| WHAT THIS TASK INVOLVES |
The listing that follows is to be output in full and without change.

| EXCERPTED RECORDS |
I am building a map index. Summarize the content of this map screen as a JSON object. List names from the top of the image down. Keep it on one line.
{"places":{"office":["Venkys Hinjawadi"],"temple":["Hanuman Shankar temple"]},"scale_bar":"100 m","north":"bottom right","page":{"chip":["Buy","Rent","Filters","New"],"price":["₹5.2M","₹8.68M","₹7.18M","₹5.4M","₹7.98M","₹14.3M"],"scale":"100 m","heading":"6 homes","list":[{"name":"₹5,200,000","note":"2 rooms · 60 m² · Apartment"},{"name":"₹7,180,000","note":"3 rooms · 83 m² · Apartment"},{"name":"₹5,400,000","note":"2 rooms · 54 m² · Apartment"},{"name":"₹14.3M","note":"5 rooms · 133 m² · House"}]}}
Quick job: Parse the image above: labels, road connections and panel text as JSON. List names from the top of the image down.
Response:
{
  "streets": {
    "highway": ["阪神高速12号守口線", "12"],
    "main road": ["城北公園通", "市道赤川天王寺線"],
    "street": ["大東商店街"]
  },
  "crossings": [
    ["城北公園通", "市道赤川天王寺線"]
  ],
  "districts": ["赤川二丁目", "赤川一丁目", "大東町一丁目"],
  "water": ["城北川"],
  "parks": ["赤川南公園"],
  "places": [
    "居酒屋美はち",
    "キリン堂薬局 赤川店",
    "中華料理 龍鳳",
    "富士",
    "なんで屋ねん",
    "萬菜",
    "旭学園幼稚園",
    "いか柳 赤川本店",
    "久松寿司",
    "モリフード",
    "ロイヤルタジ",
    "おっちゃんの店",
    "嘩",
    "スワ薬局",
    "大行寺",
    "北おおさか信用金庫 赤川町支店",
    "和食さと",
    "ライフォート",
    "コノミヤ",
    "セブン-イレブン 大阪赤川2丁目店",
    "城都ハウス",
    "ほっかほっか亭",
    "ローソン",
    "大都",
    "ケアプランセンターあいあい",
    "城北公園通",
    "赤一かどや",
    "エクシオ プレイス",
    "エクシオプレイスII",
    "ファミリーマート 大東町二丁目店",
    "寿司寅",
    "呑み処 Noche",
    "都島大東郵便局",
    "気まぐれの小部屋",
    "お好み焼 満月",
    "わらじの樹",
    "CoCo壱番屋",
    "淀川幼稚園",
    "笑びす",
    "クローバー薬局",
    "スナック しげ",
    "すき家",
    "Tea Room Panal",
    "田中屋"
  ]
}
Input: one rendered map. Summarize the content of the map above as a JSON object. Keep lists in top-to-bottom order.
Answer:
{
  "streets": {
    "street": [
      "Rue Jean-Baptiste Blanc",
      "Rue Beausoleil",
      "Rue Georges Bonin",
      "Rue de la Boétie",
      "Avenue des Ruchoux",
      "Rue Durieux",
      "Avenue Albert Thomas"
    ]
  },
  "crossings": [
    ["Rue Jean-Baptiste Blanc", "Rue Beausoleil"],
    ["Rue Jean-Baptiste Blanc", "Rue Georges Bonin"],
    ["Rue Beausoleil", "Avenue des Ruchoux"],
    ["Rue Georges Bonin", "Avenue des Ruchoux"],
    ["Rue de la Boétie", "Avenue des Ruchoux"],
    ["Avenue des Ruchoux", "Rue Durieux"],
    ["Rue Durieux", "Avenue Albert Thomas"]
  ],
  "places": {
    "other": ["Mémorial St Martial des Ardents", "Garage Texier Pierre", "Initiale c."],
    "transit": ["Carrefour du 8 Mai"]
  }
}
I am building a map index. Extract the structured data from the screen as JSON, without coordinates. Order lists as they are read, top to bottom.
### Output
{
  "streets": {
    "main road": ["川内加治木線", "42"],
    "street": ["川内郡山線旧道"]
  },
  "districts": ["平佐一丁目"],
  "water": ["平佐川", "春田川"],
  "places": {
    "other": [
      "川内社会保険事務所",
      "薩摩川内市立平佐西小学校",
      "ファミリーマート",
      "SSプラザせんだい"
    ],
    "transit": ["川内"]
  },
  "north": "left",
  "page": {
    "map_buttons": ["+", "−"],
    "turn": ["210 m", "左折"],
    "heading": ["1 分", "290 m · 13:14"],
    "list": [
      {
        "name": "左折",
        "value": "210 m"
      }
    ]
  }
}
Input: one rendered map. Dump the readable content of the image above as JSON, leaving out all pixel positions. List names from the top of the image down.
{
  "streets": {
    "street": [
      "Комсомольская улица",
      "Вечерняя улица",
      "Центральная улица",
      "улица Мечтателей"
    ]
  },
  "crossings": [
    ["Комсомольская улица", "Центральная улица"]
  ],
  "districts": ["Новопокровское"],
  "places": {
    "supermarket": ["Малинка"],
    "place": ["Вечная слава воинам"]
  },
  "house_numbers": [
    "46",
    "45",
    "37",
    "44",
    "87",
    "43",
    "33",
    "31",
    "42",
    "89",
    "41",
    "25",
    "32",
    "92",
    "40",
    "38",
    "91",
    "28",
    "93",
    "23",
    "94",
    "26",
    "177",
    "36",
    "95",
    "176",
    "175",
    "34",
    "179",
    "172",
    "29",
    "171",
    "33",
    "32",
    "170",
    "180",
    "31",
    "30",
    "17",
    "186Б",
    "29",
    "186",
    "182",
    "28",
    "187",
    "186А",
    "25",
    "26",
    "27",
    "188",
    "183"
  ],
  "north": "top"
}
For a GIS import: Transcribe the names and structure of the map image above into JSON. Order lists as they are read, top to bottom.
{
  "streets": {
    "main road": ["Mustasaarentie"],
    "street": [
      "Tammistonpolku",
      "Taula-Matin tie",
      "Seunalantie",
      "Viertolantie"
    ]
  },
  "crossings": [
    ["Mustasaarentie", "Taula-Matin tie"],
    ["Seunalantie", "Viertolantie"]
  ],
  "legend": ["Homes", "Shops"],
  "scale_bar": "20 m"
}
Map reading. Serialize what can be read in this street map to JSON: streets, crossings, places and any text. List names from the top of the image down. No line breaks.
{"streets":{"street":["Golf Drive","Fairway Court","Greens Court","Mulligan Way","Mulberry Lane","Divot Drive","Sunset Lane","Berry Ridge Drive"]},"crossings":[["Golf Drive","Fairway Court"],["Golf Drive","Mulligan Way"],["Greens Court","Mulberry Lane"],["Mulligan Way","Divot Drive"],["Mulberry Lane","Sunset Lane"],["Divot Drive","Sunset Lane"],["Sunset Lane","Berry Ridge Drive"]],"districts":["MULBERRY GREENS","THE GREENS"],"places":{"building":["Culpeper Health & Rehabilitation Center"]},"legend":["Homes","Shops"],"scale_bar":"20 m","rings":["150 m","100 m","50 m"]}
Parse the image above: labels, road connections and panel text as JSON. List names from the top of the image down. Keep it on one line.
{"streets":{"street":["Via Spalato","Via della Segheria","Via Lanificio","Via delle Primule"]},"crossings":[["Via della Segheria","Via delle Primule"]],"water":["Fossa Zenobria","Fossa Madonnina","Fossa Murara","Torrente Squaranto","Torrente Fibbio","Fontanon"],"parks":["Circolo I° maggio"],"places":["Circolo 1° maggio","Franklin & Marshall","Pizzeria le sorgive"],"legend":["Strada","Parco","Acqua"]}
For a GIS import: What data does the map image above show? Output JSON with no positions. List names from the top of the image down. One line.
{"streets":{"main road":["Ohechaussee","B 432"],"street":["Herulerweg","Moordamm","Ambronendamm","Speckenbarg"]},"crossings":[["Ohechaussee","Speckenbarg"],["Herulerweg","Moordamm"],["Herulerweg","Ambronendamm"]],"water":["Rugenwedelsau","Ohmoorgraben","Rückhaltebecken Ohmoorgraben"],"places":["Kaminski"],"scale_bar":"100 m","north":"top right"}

| TASK RESPONSE |
I am building a map index. Summarize the content of this map screen as a JSON object. List names from the top of the image down. Keep it on one line.
{"places":{"office":["Venkys Hinjawadi"],"temple":["Hanuman Shankar temple"]},"scale_bar":"100 m","north":"bottom right","page":{"chip":["Buy","Rent","Filters","New"],"price":["₹5.2M","₹8.68M","₹7.18M","₹5.4M","₹7.98M","₹14.3M"],"scale":"100 m","heading":"6 homes","list":[{"name":"₹5,200,000","note":"2 rooms · 60 m² · Apartment"},{"name":"₹7,180,000","note":"3 rooms · 83 m² · Apartment"},{"name":"₹5,400,000","note":"2 rooms · 54 m² · Apartment"},{"name":"₹14.3M","note":"5 rooms · 133 m² · House"}]}}
Quick job: Parse the image above: labels, road connections and panel text as JSON. List names from the top of the image down.
Response:
{
  "streets": {
    "highway": ["阪神高速12号守口線", "12"],
    "main road": ["城北公園通", "市道赤川天王寺線"],
    "street": ["大東商店街"]
  },
  "crossings": [
    ["城北公園通", "市道赤川天王寺線"]
  ],
  "districts": ["赤川二丁目", "赤川一丁目", "大東町一丁目"],
  "water": ["城北川"],
  "parks": ["赤川南公園"],
  "places": [
    "居酒屋美はち",
    "キリン堂薬局 赤川店",
    "中華料理 龍鳳",
    "富士",
    "なんで屋ねん",
    "萬菜",
    "旭学園幼稚園",
    "いか柳 赤川本店",
    "久松寿司",
    "モリフード",
    "ロイヤルタジ",
    "おっちゃんの店",
    "嘩",
    "スワ薬局",
    "大行寺",
    "北おおさか信用金庫 赤川町支店",
    "和食さと",
    "ライフォート",
    "コノミヤ",
    "セブン-イレブン 大阪赤川2丁目店",
    "城都ハウス",
    "ほっかほっか亭",
    "ローソン",
    "大都",
    "ケアプランセンターあいあい",
    "城北公園通",
    "赤一かどや",
    "エクシオ プレイス",
    "エクシオプレイスII",
    "ファミリーマート 大東町二丁目店",
    "寿司寅",
    "呑み処 Noche",
    "都島大東郵便局",
    "気まぐれの小部屋",
    "お好み焼 満月",
    "わらじの樹",
    "CoCo壱番屋",
    "淀川幼稚園",
    "笑びす",
    "クローバー薬局",
    "スナック しげ",
    "すき家",
    "Tea Room Panal",
    "田中屋"
  ]
}
Input: one rendered map. Summarize the content of the map above as a JSON object. Keep lists in top-to-bottom order.
Answer:
{
  "streets": {
    "street": [
      "Rue Jean-Baptiste Blanc",
      "Rue Beausoleil",
      "Rue Georges Bonin",
      "Rue de la Boétie",
      "Avenue des Ruchoux",
      "Rue Durieux",
      "Avenue Albert Thomas"
    ]
  },
  "crossings": [
    ["Rue Jean-Baptiste Blanc", "Rue Beausoleil"],
    ["Rue Jean-Baptiste Blanc", "Rue Georges Bonin"],
    ["Rue Beausoleil", "Avenue des Ruchoux"],
    ["Rue Georges Bonin", "Avenue des Ruchoux"],
    ["Rue de la Boétie", "Avenue des Ruchoux"],
    ["Avenue des Ruchoux", "Rue Durieux"],
    ["Rue Durieux", "Avenue Albert Thomas"]
  ],
  "places": {
    "other": ["Mémorial St Martial des Ardents", "Garage Texier Pierre", "Initiale c."],
    "transit": ["Carrefour du 8 Mai"]
  }
}
I am building a map index. Extract the structured data from the screen as JSON, without coordinates. Order lists as they are read, top to bottom.
### Output
{
  "streets": {
    "main road": ["川内加治木線", "42"],
    "street": ["川内郡山線旧道"]
  },
  "districts": ["平佐一丁目"],
  "water": ["平佐川", "春田川"],
  "places": {
    "other": [
      "川内社会保険事務所",
      "薩摩川内市立平佐西小学校",
      "ファミリーマート",
      "SSプラザせんだい"
    ],
    "transit": ["川内"]
  },
  "north": "left",
  "page": {
    "map_buttons": ["+", "−"],
    "turn": ["210 m", "左折"],
    "heading": ["1 分", "290 m · 13:14"],
    "list": [
      {
        "name": "左折",
        "value": "210 m"
      }
    ]
  }
}
Input: one rendered map. Dump the readable content of the image above as JSON, leaving out all pixel positions. List names from the top of the image down.
{
  "streets": {
    "street": [
      "Комсомольская улица",
      "Вечерняя улица",
      "Центральная улица",
      "улица Мечтателей"
    ]
  },
  "crossings": [
    ["Комсомольская улица", "Центральная улица"]
  ],
  "districts": ["Новопокровское"],
  "places": {
    "supermarket": ["Малинка"],
    "place": ["Вечная слава воинам"]
  },
  "house_numbers": [
    "46",
    "45",
    "37",
    "44",
    "87",
    "43",
    "33",
    "31",
    "42",
    "89",
    "41",
    "25",
    "32",
    "92",
    "40",
    "38",
    "91",
    "28",
    "93",
    "23",
    "94",
    "26",
    "177",
    "36",
    "95",
    "176",
    "175",
    "34",
    "179",
    "172",
    "29",
    "171",
    "33",
    "32",
    "170",
    "180",
    "31",
    "30",
    "17",
    "186Б",
    "29",
    "186",
    "182",
    "28",
    "187",
    "186А",
    "25",
    "26",
    "27",
    "188",
    "183"
  ],
  "north": "top"
}
For a GIS import: Transcribe the names and structure of the map image above into JSON. Order lists as they are read, top to bottom.
{
  "streets": {
    "main road": ["Mustasaarentie"],
    "street": [
      "Tammistonpolku",
      "Taula-Matin tie",
      "Seunalantie",
      "Viertolantie"
    ]
  },
  "crossings": [
    ["Mustasaarentie", "Taula-Matin tie"],
    ["Seunalantie", "Viertolantie"]
  ],
  "legend": ["Homes", "Shops"],
  "scale_bar": "20 m"
}
Map reading. Serialize what can be read in this street map to JSON: streets, crossings, places and any text. List names from the top of the image down. No line breaks.
{"streets":{"street":["Golf Drive","Fairway Court","Greens Court","Mulligan Way","Mulberry Lane","Divot Drive","Sunset Lane","Berry Ridge Drive"]},"crossings":[["Golf Drive","Fairway Court"],["Golf Drive","Mulligan Way"],["Greens Court","Mulberry Lane"],["Mulligan Way","Divot Drive"],["Mulberry Lane","Sunset Lane"],["Divot Drive","Sunset Lane"],["Sunset Lane","Berry Ridge Drive"]],"districts":["MULBERRY GREENS","THE GREENS"],"places":{"building":["Culpeper Health & Rehabilitation Center"]},"legend":["Homes","Shops"],"scale_bar":"20 m","rings":["150 m","100 m","50 m"]}
Parse the image above: labels, road connections and panel text as JSON. List names from the top of the image down. Keep it on one line.
{"streets":{"street":["Via Spalato","Via della Segheria","Via Lanificio","Via delle Primule"]},"crossings":[["Via della Segheria","Via delle Primule"]],"water":["Fossa Zenobria","Fossa Madonnina","Fossa Murara","Torrente Squaranto","Torrente Fibbio","Fontanon"],"parks":["Circolo I° maggio"],"places":["Circolo 1° maggio","Franklin & Marshall","Pizzeria le sorgive"],"legend":["Strada","Parco","Acqua"]}
For a GIS import: What data does the map image above show? Output JSON with no positions. List names from the top of the image down. One line.
{"streets":{"main road":["Ohechaussee","B 432"],"street":["Herulerweg","Moordamm","Ambronendamm","Speckenbarg"]},"crossings":[["Ohechaussee","Speckenbarg"],["Herulerweg","Moordamm"],["Herulerweg","Ambronendamm"]],"water":["Rugenwedelsau","Ohmoorgraben","Rückhaltebecken Ohmoorgraben"],"places":["Kaminski"],"scale_bar":"100 m","north":"top right"}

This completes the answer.